• [TRY IT]:
Nothing in the entries may be altered; copy them in full.

***** RECORDS FOR THIS TASK *****

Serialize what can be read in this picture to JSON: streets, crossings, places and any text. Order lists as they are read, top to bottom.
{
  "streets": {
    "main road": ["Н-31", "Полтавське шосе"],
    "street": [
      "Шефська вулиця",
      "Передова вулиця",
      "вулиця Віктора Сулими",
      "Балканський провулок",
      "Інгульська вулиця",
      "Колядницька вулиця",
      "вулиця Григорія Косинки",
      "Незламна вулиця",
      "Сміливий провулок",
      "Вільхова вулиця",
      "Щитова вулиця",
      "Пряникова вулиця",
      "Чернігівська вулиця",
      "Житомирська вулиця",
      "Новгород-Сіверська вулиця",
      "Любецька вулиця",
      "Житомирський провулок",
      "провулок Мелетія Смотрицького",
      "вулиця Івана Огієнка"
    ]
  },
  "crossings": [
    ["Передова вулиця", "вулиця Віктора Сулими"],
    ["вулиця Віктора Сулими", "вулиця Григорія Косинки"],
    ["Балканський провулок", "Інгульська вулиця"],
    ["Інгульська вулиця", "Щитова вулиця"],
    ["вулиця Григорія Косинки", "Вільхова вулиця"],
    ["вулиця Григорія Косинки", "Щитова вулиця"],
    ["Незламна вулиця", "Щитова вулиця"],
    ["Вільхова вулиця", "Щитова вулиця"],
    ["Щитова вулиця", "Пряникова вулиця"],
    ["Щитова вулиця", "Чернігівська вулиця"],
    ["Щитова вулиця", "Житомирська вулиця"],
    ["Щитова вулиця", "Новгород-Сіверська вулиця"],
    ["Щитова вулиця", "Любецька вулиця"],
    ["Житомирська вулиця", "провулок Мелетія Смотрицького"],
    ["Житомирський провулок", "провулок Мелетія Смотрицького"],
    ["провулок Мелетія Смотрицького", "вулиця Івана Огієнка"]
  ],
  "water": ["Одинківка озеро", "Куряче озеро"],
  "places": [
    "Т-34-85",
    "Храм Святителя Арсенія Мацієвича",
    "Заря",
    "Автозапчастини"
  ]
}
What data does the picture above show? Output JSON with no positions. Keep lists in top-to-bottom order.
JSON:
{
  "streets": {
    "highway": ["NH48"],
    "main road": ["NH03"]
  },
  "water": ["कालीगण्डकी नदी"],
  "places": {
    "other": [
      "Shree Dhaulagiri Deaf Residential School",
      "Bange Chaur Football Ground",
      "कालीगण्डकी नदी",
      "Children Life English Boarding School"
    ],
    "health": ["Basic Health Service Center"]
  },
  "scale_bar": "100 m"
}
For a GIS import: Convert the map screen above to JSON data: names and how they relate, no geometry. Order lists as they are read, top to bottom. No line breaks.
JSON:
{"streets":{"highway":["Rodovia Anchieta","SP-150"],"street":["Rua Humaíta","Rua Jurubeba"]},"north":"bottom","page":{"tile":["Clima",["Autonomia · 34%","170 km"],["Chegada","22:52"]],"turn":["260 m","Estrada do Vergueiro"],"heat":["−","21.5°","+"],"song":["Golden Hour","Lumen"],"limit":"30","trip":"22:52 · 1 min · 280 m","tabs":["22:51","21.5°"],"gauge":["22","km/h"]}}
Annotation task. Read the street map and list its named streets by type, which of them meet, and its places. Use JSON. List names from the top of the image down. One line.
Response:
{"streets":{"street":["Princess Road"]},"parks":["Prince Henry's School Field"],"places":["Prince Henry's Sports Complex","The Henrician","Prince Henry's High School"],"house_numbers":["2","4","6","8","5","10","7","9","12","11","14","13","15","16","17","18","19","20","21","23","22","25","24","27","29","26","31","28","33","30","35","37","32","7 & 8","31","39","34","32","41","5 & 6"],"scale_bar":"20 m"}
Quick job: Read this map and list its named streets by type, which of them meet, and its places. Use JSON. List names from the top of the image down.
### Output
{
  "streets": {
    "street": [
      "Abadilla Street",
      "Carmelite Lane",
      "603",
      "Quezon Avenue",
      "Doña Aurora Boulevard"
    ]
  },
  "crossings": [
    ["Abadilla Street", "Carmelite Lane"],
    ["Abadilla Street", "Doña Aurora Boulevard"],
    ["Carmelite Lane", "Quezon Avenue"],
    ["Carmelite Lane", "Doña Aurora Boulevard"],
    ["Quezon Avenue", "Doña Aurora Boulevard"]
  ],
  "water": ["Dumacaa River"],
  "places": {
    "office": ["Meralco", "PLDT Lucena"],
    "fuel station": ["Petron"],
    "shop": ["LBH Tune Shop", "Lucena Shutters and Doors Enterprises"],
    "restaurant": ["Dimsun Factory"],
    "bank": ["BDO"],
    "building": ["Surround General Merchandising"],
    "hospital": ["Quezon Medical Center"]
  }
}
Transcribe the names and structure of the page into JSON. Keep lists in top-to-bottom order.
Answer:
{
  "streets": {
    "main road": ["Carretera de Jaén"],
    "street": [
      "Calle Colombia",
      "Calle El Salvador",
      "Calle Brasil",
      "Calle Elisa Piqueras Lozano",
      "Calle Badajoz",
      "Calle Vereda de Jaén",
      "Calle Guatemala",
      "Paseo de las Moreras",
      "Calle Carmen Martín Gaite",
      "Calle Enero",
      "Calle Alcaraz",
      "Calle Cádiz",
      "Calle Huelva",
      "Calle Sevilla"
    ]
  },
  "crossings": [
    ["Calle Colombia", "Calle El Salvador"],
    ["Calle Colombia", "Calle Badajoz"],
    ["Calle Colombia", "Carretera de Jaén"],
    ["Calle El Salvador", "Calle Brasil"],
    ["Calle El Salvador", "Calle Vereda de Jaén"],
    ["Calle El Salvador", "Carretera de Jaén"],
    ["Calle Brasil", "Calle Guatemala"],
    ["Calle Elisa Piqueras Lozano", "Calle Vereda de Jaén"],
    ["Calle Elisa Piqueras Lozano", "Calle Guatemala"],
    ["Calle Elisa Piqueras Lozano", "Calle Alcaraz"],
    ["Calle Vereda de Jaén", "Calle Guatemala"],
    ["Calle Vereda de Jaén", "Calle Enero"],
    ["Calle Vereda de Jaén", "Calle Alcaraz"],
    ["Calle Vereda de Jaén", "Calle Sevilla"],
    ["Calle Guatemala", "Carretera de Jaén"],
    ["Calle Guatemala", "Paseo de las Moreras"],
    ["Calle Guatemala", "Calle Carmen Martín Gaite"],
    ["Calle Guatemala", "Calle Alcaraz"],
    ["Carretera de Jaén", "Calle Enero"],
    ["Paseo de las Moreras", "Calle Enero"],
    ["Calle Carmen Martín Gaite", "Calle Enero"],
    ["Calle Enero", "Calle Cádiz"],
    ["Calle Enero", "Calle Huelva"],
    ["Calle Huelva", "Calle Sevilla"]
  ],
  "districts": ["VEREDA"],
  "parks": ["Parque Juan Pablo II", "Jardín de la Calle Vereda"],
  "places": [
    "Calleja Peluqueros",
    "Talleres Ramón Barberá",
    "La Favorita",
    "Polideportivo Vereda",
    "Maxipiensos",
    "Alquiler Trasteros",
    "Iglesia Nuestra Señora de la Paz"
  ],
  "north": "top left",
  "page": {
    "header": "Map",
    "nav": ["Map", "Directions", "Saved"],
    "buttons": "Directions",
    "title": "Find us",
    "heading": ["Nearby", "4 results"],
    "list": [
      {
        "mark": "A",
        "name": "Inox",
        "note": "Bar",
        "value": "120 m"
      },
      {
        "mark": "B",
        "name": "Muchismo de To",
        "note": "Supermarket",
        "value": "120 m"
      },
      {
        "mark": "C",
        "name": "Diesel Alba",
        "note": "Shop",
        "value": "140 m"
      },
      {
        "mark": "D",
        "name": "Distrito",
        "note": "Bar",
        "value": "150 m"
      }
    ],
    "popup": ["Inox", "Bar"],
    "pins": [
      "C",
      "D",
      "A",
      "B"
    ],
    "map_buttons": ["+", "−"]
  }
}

*****

• [SOLUTION TO THIS EXERCISE]:
Serialize what can be read in this picture to JSON: streets, crossings, places and any text. Order lists as they are read, top to bottom.
{
  "streets": {
    "main road": ["Н-31", "Полтавське шосе"],
    "street": [
      "Шефська вулиця",
      "Передова вулиця",
      "вулиця Віктора Сулими",
      "Балканський провулок",
      "Інгульська вулиця",
      "Колядницька вулиця",
      "вулиця Григорія Косинки",
      "Незламна вулиця",
      "Сміливий провулок",
      "Вільхова вулиця",
      "Щитова вулиця",
      "Пряникова вулиця",
      "Чернігівська вулиця",
      "Житомирська вулиця",
      "Новгород-Сіверська вулиця",
      "Любецька вулиця",
      "Житомирський провулок",
      "провулок Мелетія Смотрицького",
      "вулиця Івана Огієнка"
    ]
  },
  "crossings": [
    ["Передова вулиця", "вулиця Віктора Сулими"],
    ["вулиця Віктора Сулими", "вулиця Григорія Косинки"],
    ["Балканський провулок", "Інгульська вулиця"],
    ["Інгульська вулиця", "Щитова вулиця"],
    ["вулиця Григорія Косинки", "Вільхова вулиця"],
    ["вулиця Григорія Косинки", "Щитова вулиця"],
    ["Незламна вулиця", "Щитова вулиця"],
    ["Вільхова вулиця", "Щитова вулиця"],
    ["Щитова вулиця", "Пряникова вулиця"],
    ["Щитова вулиця", "Чернігівська вулиця"],
    ["Щитова вулиця", "Житомирська вулиця"],
    ["Щитова вулиця", "Новгород-Сіверська вулиця"],
    ["Щитова вулиця", "Любецька вулиця"],
    ["Житомирська вулиця", "провулок Мелетія Смотрицького"],
    ["Житомирський провулок", "провулок Мелетія Смотрицького"],
    ["провулок Мелетія Смотрицького", "вулиця Івана Огієнка"]
  ],
  "water": ["Одинківка озеро", "Куряче озеро"],
  "places": [
    "Т-34-85",
    "Храм Святителя Арсенія Мацієвича",
    "Заря",
    "Автозапчастини"
  ]
}
What data does the picture above show? Output JSON with no positions. Keep lists in top-to-bottom order.
JSON:
{
  "streets": {
    "highway": ["NH48"],
    "main road": ["NH03"]
  },
  "water": ["कालीगण्डकी नदी"],
  "places": {
    "other": [
      "Shree Dhaulagiri Deaf Residential School",
      "Bange Chaur Football Ground",
      "कालीगण्डकी नदी",
      "Children Life English Boarding School"
    ],
    "health": ["Basic Health Service Center"]
  },
  "scale_bar": "100 m"
}
For a GIS import: Convert the map screen above to JSON data: names and how they relate, no geometry. Order lists as they are read, top to bottom. No line breaks.
JSON:
{"streets":{"highway":["Rodovia Anchieta","SP-150"],"street":["Rua Humaíta","Rua Jurubeba"]},"north":"bottom","page":{"tile":["Clima",["Autonomia · 34%","170 km"],["Chegada","22:52"]],"turn":["260 m","Estrada do Vergueiro"],"heat":["−","21.5°","+"],"song":["Golden Hour","Lumen"],"limit":"30","trip":"22:52 · 1 min · 280 m","tabs":["22:51","21.5°"],"gauge":["22","km/h"]}}
Annotation task. Read the street map and list its named streets by type, which of them meet, and its places. Use JSON. List names from the top of the image down. One line.
Response:
{"streets":{"street":["Princess Road"]},"parks":["Prince Henry's School Field"],"places":["Prince Henry's Sports Complex","The Henrician","Prince Henry's High School"],"house_numbers":["2","4","6","8","5","10","7","9","12","11","14","13","15","16","17","18","19","20","21","23","22","25","24","27","29","26","31","28","33","30","35","37","32","7 & 8","31","39","34","32","41","5 & 6"],"scale_bar":"20 m"}
Quick job: Read this map and list its named streets by type, which of them meet, and its places. Use JSON. List names from the top of the image down.
### Output
{
  "streets": {
    "street": [
      "Abadilla Street",
      "Carmelite Lane",
      "603",
      "Quezon Avenue",
      "Doña Aurora Boulevard"
    ]
  },
  "crossings": [
    ["Abadilla Street", "Carmelite Lane"],
    ["Abadilla Street", "Doña Aurora Boulevard"],
    ["Carmelite Lane", "Quezon Avenue"],
    ["Carmelite Lane", "Doña Aurora Boulevard"],
    ["Quezon Avenue", "Doña Aurora Boulevard"]
  ],
  "water": ["Dumacaa River"],
  "places": {
    "office": ["Meralco", "PLDT Lucena"],
    "fuel station": ["Petron"],
    "shop": ["LBH Tune Shop", "Lucena Shutters and Doors Enterprises"],
    "restaurant": ["Dimsun Factory"],
    "bank": ["BDO"],
    "building": ["Surround General Merchandising"],
    "hospital": ["Quezon Medical Center"]
  }
}
Transcribe the names and structure of the page into JSON. Keep lists in top-to-bottom order.
Answer:
{
  "streets": {
    "main road": ["Carretera de Jaén"],
    "street": [
      "Calle Colombia",
      "Calle El Salvador",
      "Calle Brasil",
      "Calle Elisa Piqueras Lozano",
      "Calle Badajoz",
      "Calle Vereda de Jaén",
      "Calle Guatemala",
      "Paseo de las Moreras",
      "Calle Carmen Martín Gaite",
      "Calle Enero",
      "Calle Alcaraz",
      "Calle Cádiz",
      "Calle Huelva",
      "Calle Sevilla"
    ]
  },
  "crossings": [
    ["Calle Colombia", "Calle El Salvador"],
    ["Calle Colombia", "Calle Badajoz"],
    ["Calle Colombia", "Carretera de Jaén"],
    ["Calle El Salvador", "Calle Brasil"],
    ["Calle El Salvador", "Calle Vereda de Jaén"],
    ["Calle El Salvador", "Carretera de Jaén"],
    ["Calle Brasil", "Calle Guatemala"],
    ["Calle Elisa Piqueras Lozano", "Calle Vereda de Jaén"],
    ["Calle Elisa Piqueras Lozano", "Calle Guatemala"],
    ["Calle Elisa Piqueras Lozano", "Calle Alcaraz"],
    ["Calle Vereda de Jaén", "Calle Guatemala"],
    ["Calle Vereda de Jaén", "Calle Enero"],
    ["Calle Vereda de Jaén", "Calle Alcaraz"],
    ["Calle Vereda de Jaén", "Calle Sevilla"],
    ["Calle Guatemala", "Carretera de Jaén"],
    ["Calle Guatemala", "Paseo de las Moreras"],
    ["Calle Guatemala", "Calle Carmen Martín Gaite"],
    ["Calle Guatemala", "Calle Alcaraz"],
    ["Carretera de Jaén", "Calle Enero"],
    ["Paseo de las Moreras", "Calle Enero"],
    ["Calle Carmen Martín Gaite", "Calle Enero"],
    ["Calle Enero", "Calle Cádiz"],
    ["Calle Enero", "Calle Huelva"],
    ["Calle Huelva", "Calle Sevilla"]
  ],
  "districts": ["VEREDA"],
  "parks": ["Parque Juan Pablo II", "Jardín de la Calle Vereda"],
  "places": [
    "Calleja Peluqueros",
    "Talleres Ramón Barberá",
    "La Favorita",
    "Polideportivo Vereda",
    "Maxipiensos",
    "Alquiler Trasteros",
    "Iglesia Nuestra Señora de la Paz"
  ],
  "north": "top left",
  "page": {
    "header": "Map",
    "nav": ["Map", "Directions", "Saved"],
    "buttons": "Directions",
    "title": "Find us",
    "heading": ["Nearby", "4 results"],
    "list": [
      {
        "mark": "A",
        "name": "Inox",
        "note": "Bar",
        "value": "120 m"
      },
      {
        "mark": "B",
        "name": "Muchismo de To",
        "note": "Supermarket",
        "value": "120 m"
      },
      {
        "mark": "C",
        "name": "Diesel Alba",
        "note": "Shop",
        "value": "140 m"
      },
      {
        "mark": "D",
        "name": "Distrito",
        "note": "Bar",
        "value": "150 m"
      }
    ],
    "popup": ["Inox", "Bar"],
    "pins": [
      "C",
      "D",
      "A",
      "B"
    ],
    "map_buttons": ["+", "−"]
  }
}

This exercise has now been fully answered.